Disparities in rates of anxiety in people with MS who have differing social determinants of health have been identified, although evidence is scant. Black individuals with MS have higher rates of anxiety compared with white individuals, and self-reported anxiety is higher in those with either disabled or unemployed status.^33,34 Hispanic/Latinx people with MS have higher rates of self-reported anxiety as well.³⁴ Paroxetine has been studied in underserved communities for the treatment of mood and anxiety disorders, and treatment response differed among groups, highlighting the importance of considering population heterogeneity when designing clinical trials.⁴⁶ Development of interventions that might target comorbid depression and anxiety, such as broadspectrum transdiagnostic CBT, is also worthwhile to study in diverse MS populations.³⁴ Interventions focused on selfefficacy by the use of social modeling and its effectiveness in reducing threats to identity, improving social functioning, and reducing feelings of loneliness are other potential areas of research in MS and anxiety.⁴⁴

Conclusion

Comorbidities are common in people with MS and may affect both the risk and the prognosis of the disease.
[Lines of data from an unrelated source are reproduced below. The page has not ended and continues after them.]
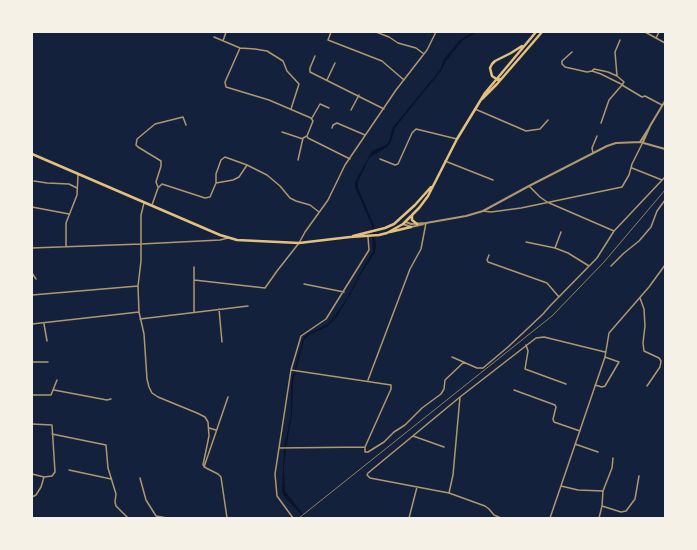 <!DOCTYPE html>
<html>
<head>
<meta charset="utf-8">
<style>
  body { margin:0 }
  #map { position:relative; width:697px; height:550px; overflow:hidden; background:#14213d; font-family:"Exo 2",sans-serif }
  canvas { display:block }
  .frame { position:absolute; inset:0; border:33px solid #f6f1e7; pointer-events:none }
</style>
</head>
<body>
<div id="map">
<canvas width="697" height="550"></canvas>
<div class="frame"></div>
</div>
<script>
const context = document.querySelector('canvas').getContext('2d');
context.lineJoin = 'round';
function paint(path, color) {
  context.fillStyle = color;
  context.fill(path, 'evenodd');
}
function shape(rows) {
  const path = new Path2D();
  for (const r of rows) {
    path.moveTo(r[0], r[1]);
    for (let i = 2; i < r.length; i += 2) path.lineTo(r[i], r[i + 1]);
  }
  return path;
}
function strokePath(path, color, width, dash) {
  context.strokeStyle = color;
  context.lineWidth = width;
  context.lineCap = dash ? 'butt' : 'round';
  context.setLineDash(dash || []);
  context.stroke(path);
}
paint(shape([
  [473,32,477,32,462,41,446,61,441,71,414,104,395,128,391,142,387,147,369,158,358,182,358,188,374,225,376,245,375,253,362,272,348,298,336,318,328,326,309,335,304,340,293,382,292,414,286,449,284,467,285,491,306,518,304,518,284,496,282,492,284,449,291,413,291,382,303,339,307,334,327,325,334,317,347,298,361,271,373,251,372,226,355,187,355,182,372,151,386,145,389,141,393,127,440,70,444,59,460,40]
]), '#0b132b');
strokePath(shape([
  [118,32,126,32],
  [331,32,328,40,382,61,404,80],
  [376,32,389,37,398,43,416,48,424,54],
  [645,32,665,43],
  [214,37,240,48,255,49,267,51,283,61,287,71,299,84,291,109],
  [656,38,659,32],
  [620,40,615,52,617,76,624,82,622,85,642,97,645,96,662,105],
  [223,41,226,32],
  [240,48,225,82,226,87,269,100,311,118,313,121,307,136,308,138,350,159],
  [572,52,562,61,562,64,565,67,587,72,592,71,594,69,608,72,617,76],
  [315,56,310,68,310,72,384,109],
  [592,71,601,74,621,84],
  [327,80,335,63],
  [475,109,526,131,540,129,548,120],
  [351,110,359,95],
  [312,118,320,104,329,108],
  [601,123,609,100,622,85],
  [332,128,333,125,337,123,365,135],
  [282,132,303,139],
  [593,153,592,148,597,136],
  [380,159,395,165,398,164,412,133,416,129,457,139],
  [298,160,303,138,307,136],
  [445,161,493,180],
  [632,168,662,180],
  [34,181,47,183,69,184,77,188],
  [216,183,233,180,239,177,247,165],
  [529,186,540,197,547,202,614,231,665,177],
  [158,187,156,182,161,166,161,161,138,147,136,145,137,139,155,124,183,117,186,125],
  [144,203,141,215,141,261,138,286,139,312,144,334,147,379,149,387,152,393,158,397,197,413,205,417,208,422,209,436,203,465,206,468,218,474,221,477,227,518],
  [152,205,158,188,162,184,205,198,210,197,216,183,216,174,221,160,225,157,247,165,267,175,280,186,290,198,296,201,310,205,319,212],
  [32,207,69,214],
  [483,211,491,212,521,208,622,187,629,175,632,164,642,144],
  [526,242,555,248,568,253,589,266],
  [66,246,66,223,77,195,78,175],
  [32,248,141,244,220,240,228,238],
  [555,248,561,232],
  [489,255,487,260,488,262,547,283,559,297],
  [611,266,624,253,639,241,651,227,657,211,665,200],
  [194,267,194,312],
  [32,273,36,279],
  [194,280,265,288,277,271,299,243,305,232,328,200,345,165,396,90,427,50,436,32],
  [304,284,344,292],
  [32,295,138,286],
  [640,298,644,309,645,326,643,343,644,351,659,358,661,361,660,367,647,386],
  [219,309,222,342],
  [140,319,248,306],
  [32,324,139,312],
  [44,324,47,341],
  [526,345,528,351,525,369,566,384],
  [452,357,477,368,483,368,508,347,543,314,549,307,597,258,614,231],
  [32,362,48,362],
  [291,370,391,385,391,389,365,447,365,452,368,452,384,442,394,432,405,425,422,408,441,394,444,389,445,380,464,362],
  [368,380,410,269,421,249,426,223],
  [595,385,602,387,605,386,619,362,605,357],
  [54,390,107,400,111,399],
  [514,390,555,405,556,407,553,419,554,422,580,431],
  [32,395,51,395,57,380],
  [32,424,52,425,55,472,52,476,44,477],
  [209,428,216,430],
  [52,434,106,445,108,468,116,494,115,502,116,506,128,518],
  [413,436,444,447],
  [575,444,598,452],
  [279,448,365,447],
  [204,467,228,397],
  [69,470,111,479],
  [32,474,44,477,41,487,36,495,32,497],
  [140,478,146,500,156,516,167,518],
  [561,486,578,490,603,491],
  [449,493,453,475,460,397],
  [602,506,621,512,626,511,635,499,639,476],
  [293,518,277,496,275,474,291,370,301,336,326,319,369,250,368,237],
  [409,518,417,487],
  [501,518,494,515,489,509,485,506,449,493,370,478,367,475,368,473,460,397,536,338,544,337,605,352],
  [550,518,605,357,609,333,649,287,665,265],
  [599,518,602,506,603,491,612,468,613,458]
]), '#b1986c', 1.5);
strokePath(shape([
  [640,142,649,128],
  [643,142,650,126,665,101],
  [406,222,411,224,426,223,466,216,483,211,529,186,607,146,616,143,640,142,665,149],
  [403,224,411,227,424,224]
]), '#b1986c', 2);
strokePath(shape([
  [501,79,498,80,492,76,490,68,492,64,495,61,511,53,522,46],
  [482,99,497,84,542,32],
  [32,154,220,235,237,240,299,243,350,237,379,235,387,233,403,224,419,208,428,196,457,139,485,93,536,32],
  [412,215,412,220,417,224],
  [390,232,411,227],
  [353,236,385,228,394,224,415,205,431,187]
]), '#e5c07b', 2.5);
strokePath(shape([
  [299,518,552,316,604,262,665,190]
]), '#918062', 1);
</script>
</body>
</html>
Many of these comorbidities may be more common in Black and Hispanic/Latinx individuals with MS, as well as other underserved or underrepresented groups. In general, how such comorbidities relate to outcomes of MS in these groups has not been studied. Further, specific strategies to treat and minimize the effect of these comorbidities in underserved individuals with MS have not been investigated. Greater commitment is needed to ensure studies of comorbidities in MS include representative populations and to focus on successful treatment thereof in these populations.